Economic growth picks up, exceeds forecast in 2nd quarter

ABS-CBN News

Posted at Aug 17 2017 10:08 AM | Updated as of Aug 17 2017 02:29 PM

Workers continue construction on the Skyway Stage-3 project along Quirino Avenue. The Skyway extension, which will link the north and south expressways and decongest traffic in Metro Manila, is one of the key infrastructure projects of the government. Mark Demayo, ABS-CBN News

MANILA - (UPDATE 2) The economy grew 6.5 percent in the second quarter, picking up from the previous quarter and exceeding economists' forecasts as President Rodrigo Duterte moved to build P8 trillion in new infrastructure, official data released Thursday showed.
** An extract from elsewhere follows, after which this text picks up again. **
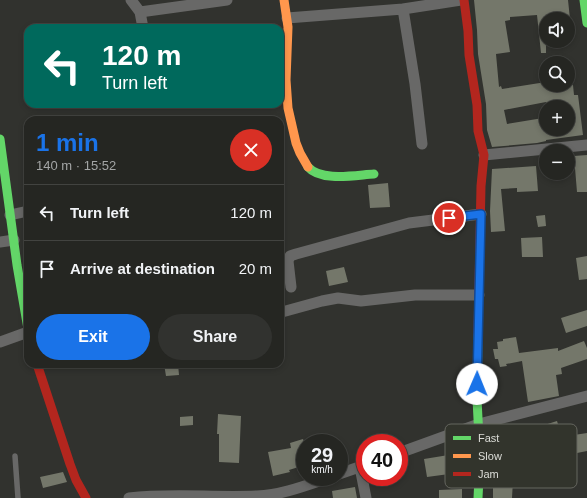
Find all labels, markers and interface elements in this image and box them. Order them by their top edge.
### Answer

Gross domestic product grew at a faster clip in the April to June period compared to the 6.4 percent expansion in the first quarter, the Philippine Statistics Authority said.

Economists polled by Reuters expected the economy to have expanded 6.2 percent in the June quarter.

The Philippines maintained its status as one of Asia's fastest growing economies, overtaking Vietnam and Indonesia and second only to China, Socioeconomic Planning Secretary Ernesto Pernia said.

Pernia said government spending "stepped up" during the period while private sector spending "slackened."

"Think what could have happened if government and private sector" moved together, Pernia said, adding, "We need everyone and every sector to move in sync."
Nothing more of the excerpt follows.